--- START ---

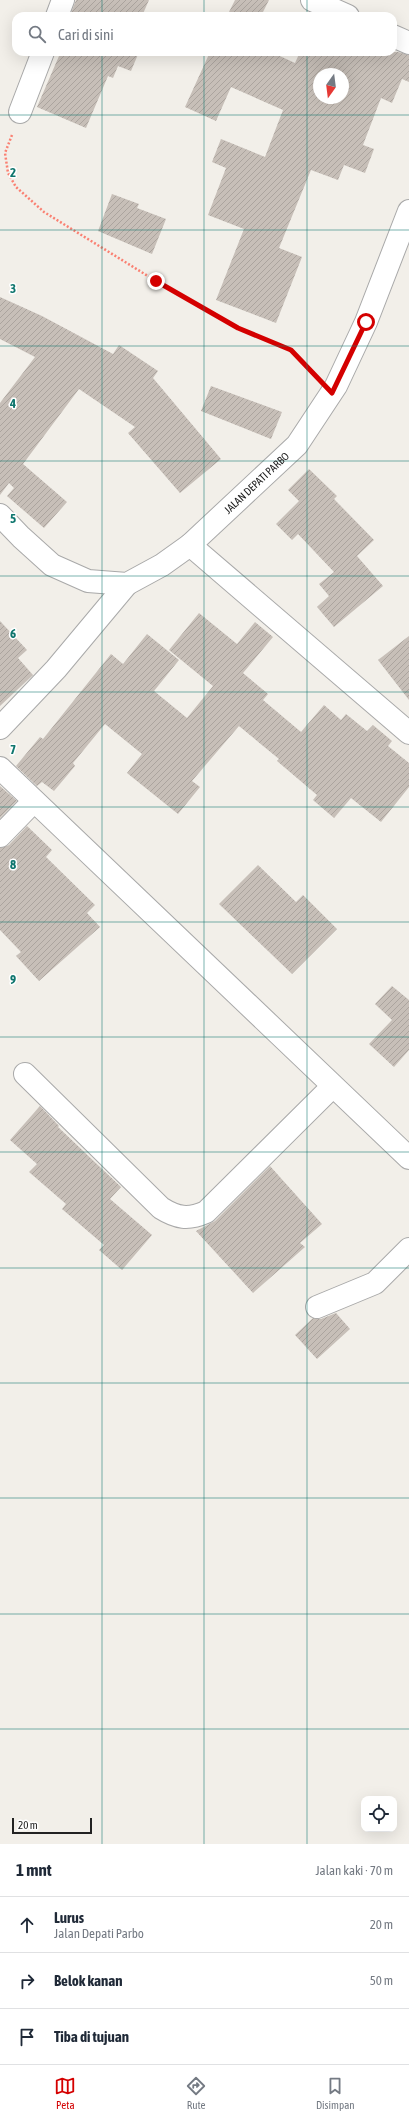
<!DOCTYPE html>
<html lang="id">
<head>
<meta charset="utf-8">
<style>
	:root { --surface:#fff; --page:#f2f2f3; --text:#1f2937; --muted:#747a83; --line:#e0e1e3; --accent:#d40000 }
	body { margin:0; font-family:"Asap Condensed",sans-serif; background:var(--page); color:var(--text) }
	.controls { position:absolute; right:12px; bottom:12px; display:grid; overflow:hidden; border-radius:8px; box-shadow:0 4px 16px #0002 }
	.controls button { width:36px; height:36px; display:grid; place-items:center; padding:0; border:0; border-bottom:1px solid var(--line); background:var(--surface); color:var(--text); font:20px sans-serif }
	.compass { position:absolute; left:313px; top:68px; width:36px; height:36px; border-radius:50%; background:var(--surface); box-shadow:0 4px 16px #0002; rotate:194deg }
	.scale { position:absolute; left:12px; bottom:10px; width:80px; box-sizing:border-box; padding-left:4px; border:2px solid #222; border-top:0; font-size:11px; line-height:14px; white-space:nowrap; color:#222; -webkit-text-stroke:3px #fff; paint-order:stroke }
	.stop { position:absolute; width:12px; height:12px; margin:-9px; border:3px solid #d40000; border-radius:50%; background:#fff }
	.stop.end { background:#d40000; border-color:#fff; box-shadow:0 1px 4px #0008 }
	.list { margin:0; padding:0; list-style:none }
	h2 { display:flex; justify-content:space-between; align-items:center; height:52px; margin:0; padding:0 16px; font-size:17px }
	h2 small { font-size:13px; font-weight:400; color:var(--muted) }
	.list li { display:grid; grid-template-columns:26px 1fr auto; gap:12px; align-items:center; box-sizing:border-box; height:56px; padding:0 16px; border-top:1px solid var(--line) }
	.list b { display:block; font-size:15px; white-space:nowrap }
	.list p { margin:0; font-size:13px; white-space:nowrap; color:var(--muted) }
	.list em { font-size:13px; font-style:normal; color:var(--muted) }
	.icon { flex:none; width:22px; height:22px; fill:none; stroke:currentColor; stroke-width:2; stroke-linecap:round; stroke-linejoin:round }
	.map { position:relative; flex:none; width:409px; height:1844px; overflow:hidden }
	.search { position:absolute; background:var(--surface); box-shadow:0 4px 16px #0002; left:12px; right:12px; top:12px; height:44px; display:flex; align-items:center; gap:10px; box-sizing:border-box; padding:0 14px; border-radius:12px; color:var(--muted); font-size:15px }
	.sheet { height:220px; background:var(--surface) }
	nav { display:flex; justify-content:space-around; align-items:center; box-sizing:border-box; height:56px; border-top:1px solid var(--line); background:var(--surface); font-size:11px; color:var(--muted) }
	nav a { display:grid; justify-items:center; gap:2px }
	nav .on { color:var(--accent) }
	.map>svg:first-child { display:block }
</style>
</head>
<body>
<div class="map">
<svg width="409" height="1844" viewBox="0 0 409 1844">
	<defs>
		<pattern id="building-hatch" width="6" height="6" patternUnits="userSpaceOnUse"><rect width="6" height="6" fill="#c7bfb8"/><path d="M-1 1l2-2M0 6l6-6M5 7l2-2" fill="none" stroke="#aba49e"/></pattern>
	</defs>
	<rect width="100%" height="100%" fill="#f2efe9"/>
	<g fill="url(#building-hatch)" fill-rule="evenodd">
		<polygon points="76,0 149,0 142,16 70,16"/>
		<polygon points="235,0 269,0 261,16 227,16"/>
		<polygon points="55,52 139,52 131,71 118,66 113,78 108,76 86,128 37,107 59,56"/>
		<path d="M210 52H271L295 63 300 52H398L409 55V82L402 79 392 103 381 98 363 145 374 149 365 173 344 165 338 180 311 170 279 248 302 257 276 323 216 300 244 229 208 215 226 168 212 162 221 139 265 157 283 110 231 87 216 121 185 107ZM319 74H343V98H319Z"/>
		<polygon points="112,194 139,204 137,208 166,219 152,254 98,231"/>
		<polygon points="0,297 42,316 113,354 119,345 158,371 153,378 221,459 180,493 128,433 135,427 79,389 23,464 67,502 44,528 7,496 14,488 9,483 0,495 0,403 35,357 0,339"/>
		<polygon points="211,386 282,412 271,439 201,411"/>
		<polygon points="309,469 337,496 334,499 374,540 357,556 383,586 334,627 317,607 329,596 319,584 334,572 298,534 292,540 276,524 299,501 288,490"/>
		<polygon points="199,613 237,644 255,622 273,637 243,673 268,694 263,700 301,732 324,705 341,720 346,714 367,731 373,725 392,741 388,746 409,763 409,787 381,822 351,798 334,818 313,800 317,795 277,761 279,759 239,726 192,781 200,787 178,814 127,773 142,754 105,724 73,763 75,766 54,791 42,782 37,786 16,766 40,737 43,739 111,654 123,664 147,634 179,660 154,691 187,718 213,686 169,650"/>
		<polygon points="0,621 27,650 18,658 33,675 0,706"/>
		<polygon points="409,636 409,700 378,660"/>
		<polygon points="0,786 17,801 0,818"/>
		<polygon points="27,826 52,850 46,857 95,905 87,913 100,927 39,981 16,956 21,952 0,930 0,848 9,845"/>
		<polygon points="258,865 296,902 303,895 337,929 292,974 219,904"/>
		<polygon points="392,986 409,1000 409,1050 394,1067 369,1044 392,1020 375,1004"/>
		<polygon points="40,1106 59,1126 58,1127 121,1187 110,1199 152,1235 122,1270 99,1250 104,1245 62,1209 66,1204 29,1172 37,1164 10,1140"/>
		<polygon points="270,1166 322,1224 300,1243 305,1247 253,1293 196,1231 215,1221"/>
		<polygon points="336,1313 350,1329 317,1359 295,1335 313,1318 321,1319"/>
	</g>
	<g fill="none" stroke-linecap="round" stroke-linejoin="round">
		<g stroke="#a9a9a9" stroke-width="24">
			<g id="minor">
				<polyline points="312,0 348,16"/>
				<polyline points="57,16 63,0"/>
				<polyline points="393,36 409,43"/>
				<polyline points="20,112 43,52"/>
				<polyline points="190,545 409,733"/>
				<polyline points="0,728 56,669 127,584"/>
				<polyline points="0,768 409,1158"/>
				<polyline points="0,836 34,801"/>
				<path d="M25 1074 161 1208C177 1218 188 1220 206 1212L332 1087"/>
				<polyline points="317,1307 375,1283 409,1249"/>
			</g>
		</g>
		<g stroke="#a9a9a9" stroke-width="24">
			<g id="tertiary">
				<path id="s1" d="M0 515 21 537 52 565 88 581 127 584 162 565 190 545 297 445 336 386 366 322 409 211"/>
			</g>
		</g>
		<polyline stroke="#fa8072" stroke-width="2.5" stroke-dasharray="2 2" stroke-linecap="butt" points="12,135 5,153 8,173 16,187 44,212 156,281 238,328 291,350 314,373"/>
		<use href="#minor" stroke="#fff" stroke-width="22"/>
		<use href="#tertiary" stroke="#fff" stroke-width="22"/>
	</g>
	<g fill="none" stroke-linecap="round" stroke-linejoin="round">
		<polyline stroke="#d40000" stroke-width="5" points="156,281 238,328 291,350 332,393 366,322"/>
	</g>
	<path fill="none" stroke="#0f766e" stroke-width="1" stroke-opacity="0.55" d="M102 0V16M204 0V16M307 0V16M102 52V1844M204 52V1844M307 52V1844M0 115H409M0 230H409M0 346H409M0 461H409M0 576H409M0 692H409M0 807H409M0 922H409M0 1037H409M0 1152H409M0 1268H409M0 1383H409M0 1498H409M0 1614H409M0 1729H409"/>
	<g text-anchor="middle" stroke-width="3" stroke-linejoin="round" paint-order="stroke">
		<g font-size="11" fill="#222" stroke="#fff">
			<text dy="4" stroke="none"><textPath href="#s1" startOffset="316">JALAN DEPATI PARBO</textPath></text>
		</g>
	</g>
	<g font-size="13" text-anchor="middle" font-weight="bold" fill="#0f766e" stroke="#fff" stroke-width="3" stroke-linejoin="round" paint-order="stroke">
		<text x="13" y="177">2</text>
		<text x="13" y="293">3</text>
		<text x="13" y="408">4</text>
		<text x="13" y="523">5</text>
		<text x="13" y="638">6</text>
		<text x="13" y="754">7</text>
		<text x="13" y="869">8</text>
		<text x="13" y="984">9</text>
	</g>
</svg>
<div class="controls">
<button><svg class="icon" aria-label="locate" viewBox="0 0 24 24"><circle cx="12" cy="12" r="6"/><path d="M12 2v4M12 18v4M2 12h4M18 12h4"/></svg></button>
</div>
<svg class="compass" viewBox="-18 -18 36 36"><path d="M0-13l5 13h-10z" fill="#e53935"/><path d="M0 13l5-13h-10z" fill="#747a83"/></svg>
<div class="scale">20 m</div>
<div class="stop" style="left:366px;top:322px"></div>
<div class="stop end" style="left:156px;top:281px"></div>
<div class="search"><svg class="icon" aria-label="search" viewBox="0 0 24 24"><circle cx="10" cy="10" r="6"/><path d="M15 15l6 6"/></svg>Cari di sini</div>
</div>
<section class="sheet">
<h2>1 mnt<small>Jalan kaki · 70 m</small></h2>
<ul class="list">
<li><svg class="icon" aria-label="ahead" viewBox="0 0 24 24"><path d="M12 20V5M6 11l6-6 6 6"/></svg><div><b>Lurus</b><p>Jalan Depati Parbo</p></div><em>20 m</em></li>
<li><svg class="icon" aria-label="right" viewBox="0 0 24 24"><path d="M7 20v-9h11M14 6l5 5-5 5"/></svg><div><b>Belok kanan</b></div><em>50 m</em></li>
<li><svg class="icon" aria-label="arrive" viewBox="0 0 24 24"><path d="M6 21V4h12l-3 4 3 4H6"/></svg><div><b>Tiba di tujuan</b></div></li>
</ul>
</section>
<nav>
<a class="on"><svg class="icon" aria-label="map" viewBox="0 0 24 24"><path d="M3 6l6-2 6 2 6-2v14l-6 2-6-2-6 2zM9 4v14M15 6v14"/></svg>Peta</a>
<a><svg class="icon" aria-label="directions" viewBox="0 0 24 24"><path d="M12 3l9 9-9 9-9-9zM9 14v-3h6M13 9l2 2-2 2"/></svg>Rute</a>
<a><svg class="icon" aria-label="saved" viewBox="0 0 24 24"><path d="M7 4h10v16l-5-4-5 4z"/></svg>Disimpan</a>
</nav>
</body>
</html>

--- END ---

#### Work required:
Every line that contains the string "serif" should be copied from the entries.

#### Answer section:
	body { margin:0; font-family:"Asap Condensed",sans-serif; background:var(--page); color:var(--text) }
	.controls button { width:36px; height:36px; display:grid; place-items:center; padding:0; border:0; border-bottom:1px solid var(--line); background:var(--surface); color:var(--text); font:20px sans-serif }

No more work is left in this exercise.